New Haven Securities Co. v. Bitgood

87 F.2d 759 | 2d Cir. | 1937

87 F.2d 759 (1937)

NEW HAVEN SECURITIES CO.
v.
BITGOOD.

No. 192.

Circuit Court of Appeals, Second Circuit.

February 8, 1937.

Robert H. Jackson, Asst. Atty. Gen., J. Louis Monarch and Arthur P. Curran, Sp. Assts. to the Atty. Gen., and Robert P. Butler, U. S. Atty., and George H. Cohen, Asst. U. S. Atty., both of Hartford, Conn., for appellant.

Curtiss K. Thompson, of New Haven, Conn. (John H. Weir, of New Haven, Conn., of counsel), for appellee.
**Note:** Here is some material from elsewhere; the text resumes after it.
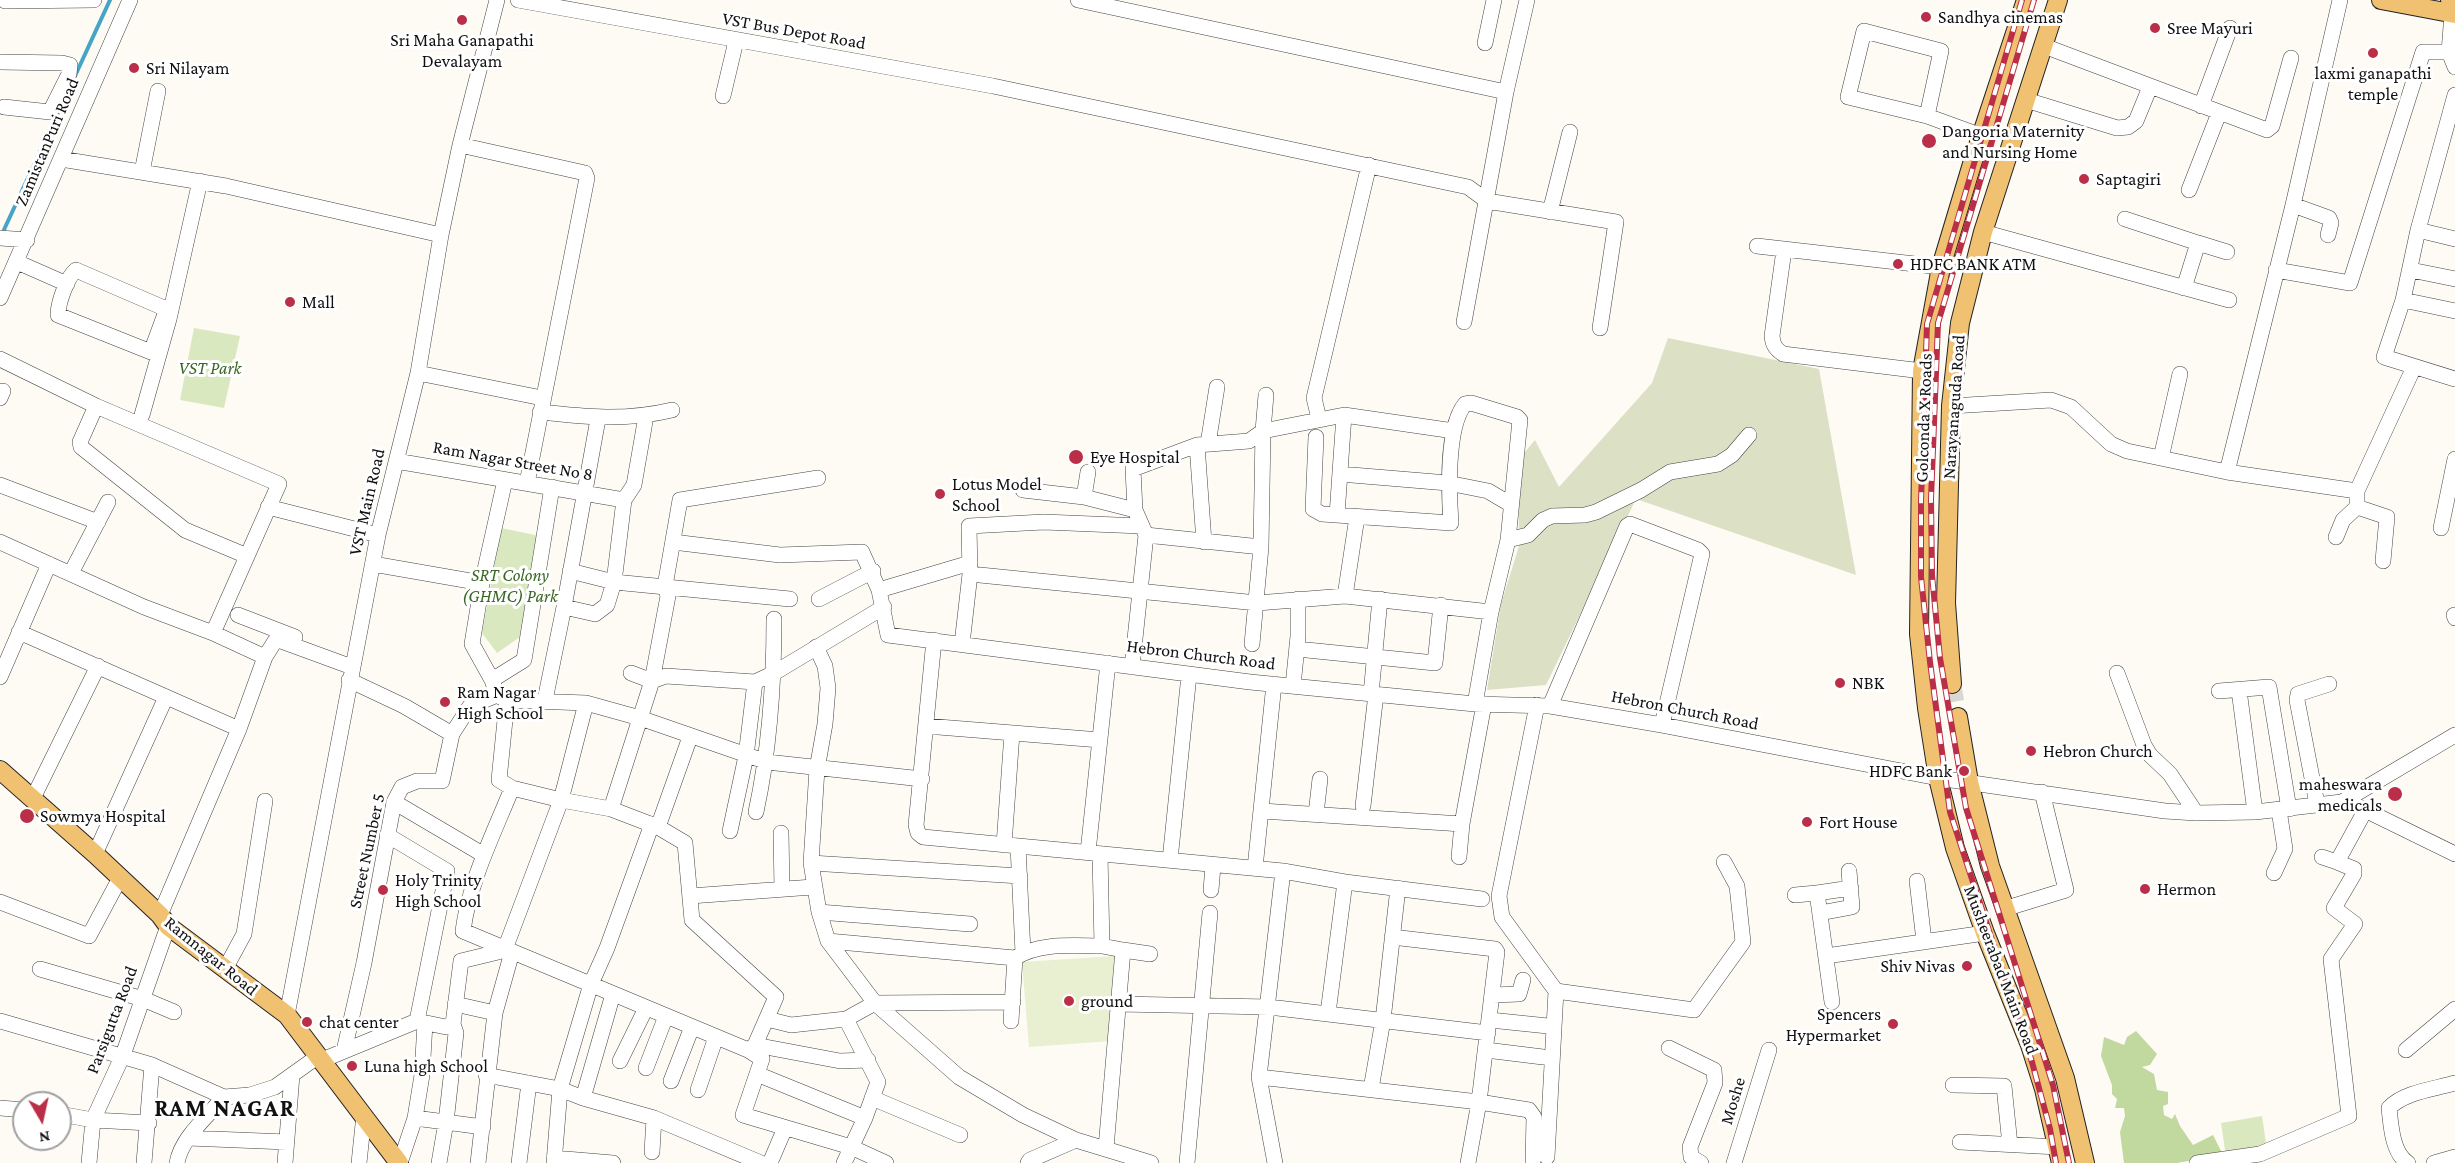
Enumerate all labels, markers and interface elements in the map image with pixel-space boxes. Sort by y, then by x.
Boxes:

Before MANTON, L. HAND, and AUGUSTUS N. HAND, Circuit Judges.

MANTON, Circuit Judge.

The appellee, a Connecticut corporation, with an original nominal capital stock of $2,000, was organized by the Security Insurance Company of New Haven, which owns all its shares of stock, excepting directors' qualifying shares. Its charter conferred broad powers. The main reason for its organization in 1920 was to hold capital stock of other insurance companies as assets; primarily it was organized to take over stock of the First Reinsurance Company, a subsidiary of the Security Insurance Company. Its capital stock was increased from time to time for the purpose of acquiring the capital stock of other insurance companies. In exchange for the shares issued to the Security Insurance Company, the corporation received the funds which enabled it to acquire securities of other companies. The officers were elected annually; books of account were kept; and there were regular meetings of the board of directors and business transactions were recorded. The appellee is not in liquidation and has continued its corporate organization. The minutes reveal that the company bought and sold securities as well as other property and authorized the negotiation of loans to assist agencies of the Security Insurance Company. At a meeting of the board February 6, 1933, its executive officers were authorized until January, 1934, to borrow funds at their discretion not to exceed $25,000, to give notes of *760 the company, and to use as collateral for such loans any security owned by the company. The appellee's officers were also officers of the various insurance companies whose stock it held. It never had any employees to whom compensation was paid and it kept its records and books in the office of the Security Insurance Company. Its income was derived entirely from the ownership of property and its holdings of stock. The appellee, moreover, served the convenience of the Security Insurance Company by acquiring and holding, in addition to the stock of subsidiaries of the Security Insurance Company, certain other securities, some for investment purposes and others to relieve the portfolio of the Security Insurance Company or one of its subsidiaries of undesirable investments. Real estate was acquired for the accommodation of a subsidiary. Moreover, the appellee gave its guaranty on an obligation of the Security Insurance Company and discharged it in cash received from dividends and loans.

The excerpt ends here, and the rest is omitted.